Future sales of our equity securities could put downward selling pressure on our securities, and adversely affect the stock price.There is a risk that this downward pressure may make it impossible for an investor to sell his or her securities at any reasonable price, if at all. Future sales of substantial amounts of our equity securities in the public market, or the perception that such sales could occur, could put downward selling pressure on our securities, and adversely affect the market price of our common stock.
Item 2 – Description of Property
Our corporate offices and books of record are maintained at 10907 Technology Place, San Diego California 92127, where QRSciences subleases from Spectrum office space. We currently have no outstanding leases or commitments to lease property although we expect that in the event we successfully complete the Share Exchange Agreement, we will contract or be billed for some portion of the property we will occupy with Spectrum.
Item 3 – Legal Proceedings
On September 13, 2001, our Company filed a voluntary petition under Chapter 7, in the U.S. Bankruptcy Court, Northern District of California. On November 2, 2004, the Trustee filed its Report of Distribution and on January 4, 2005 a final decree was entered and the case was closed. From time to time and in the course of business, we may become involved in various other legal proceedings seeking monetary damages and other relief. The amount of the ultimate liability, if any, from such claims cannot be determined. However, in the opinion of our management, there are no legal claims currently pending or threatened against us that would be likely to have a material adverse effect on our financial position, results of operations or cash flows.

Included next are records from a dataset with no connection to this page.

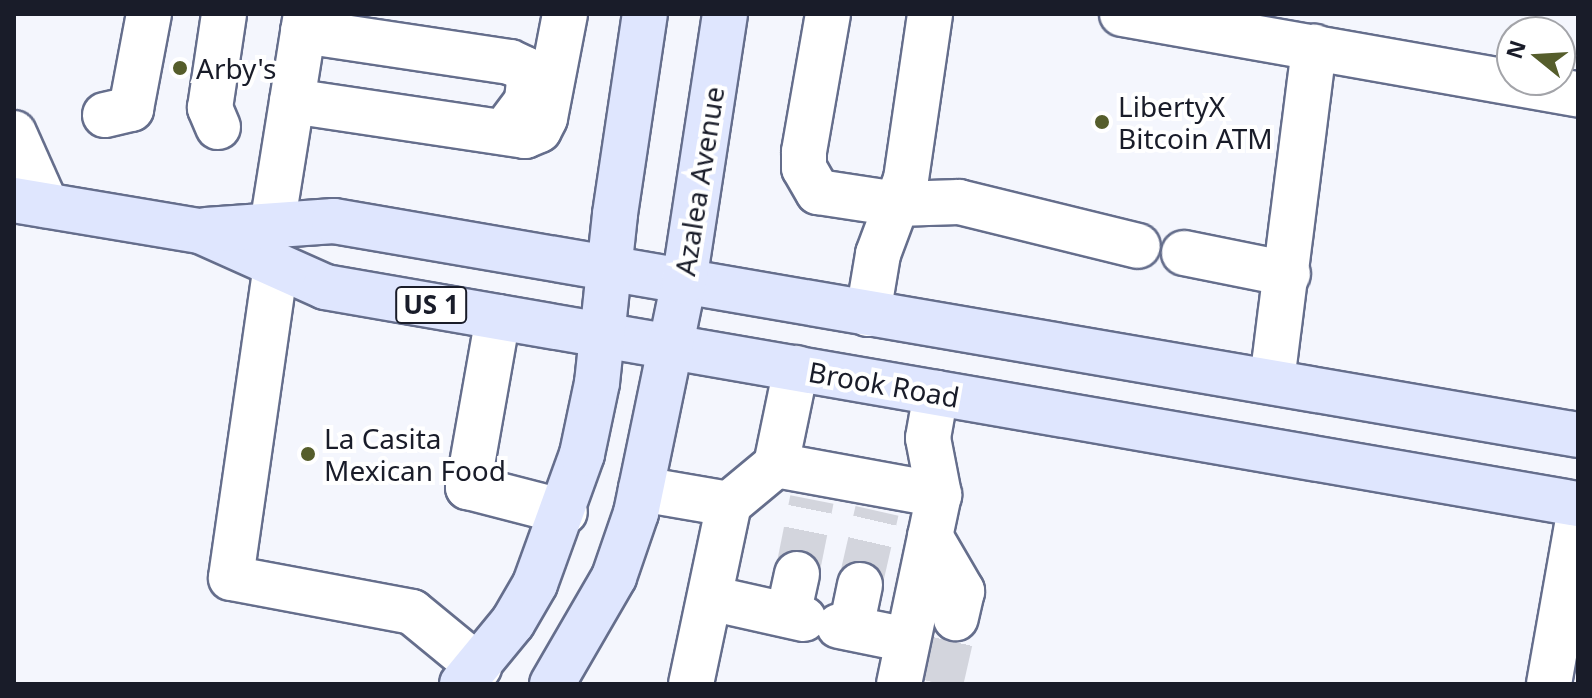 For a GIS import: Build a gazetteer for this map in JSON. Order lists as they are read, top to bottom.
{
  "streets": {
    "main road": ["Azalea Avenue", "US 1", "Brook Road"]
  },
  "crossings": [
    ["Azalea Avenue", "Brook Road"]
  ],
  "places": ["Arby's", "LibertyX Bitcoin ATM", "La Casita Mexican Food"],
  "north": "left"
}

Item 4 – Submission of Matters to a Vote of Security Holders
None.
Part II
Item 5 – Market for Common Stock and Related Stockholder Matters
Our common stock began trading publicly on the OTC Bulletin Board under the symbol “DVOP” on May 8, 2008. Previously, our Company's common stock traded on the "Pink Sheets" under the symbol “DVOP.” Such trading of our common stock was limited and sporadic. To the best knowledge of our Company, there was no active trading activity prior to our trading on the OTC Bulletin Board. The OTC Bulletin Board is a regulated quotation service that displays real-time quotes, last-sale prices and volume information in over-the-counter equity securities. The OTC Bulletin Board securities are traded by a community of market makers that enter quotes and trade reports. This market is extremely limited and any prices quoted may not be a reliable indication of the value of our common stock. The following table sets forth the high and low bid price s per share of our common stock by both the OTC Bulletin Board and the Pink Sheets for the periods indicated as reported on the OTC Bulletin Board.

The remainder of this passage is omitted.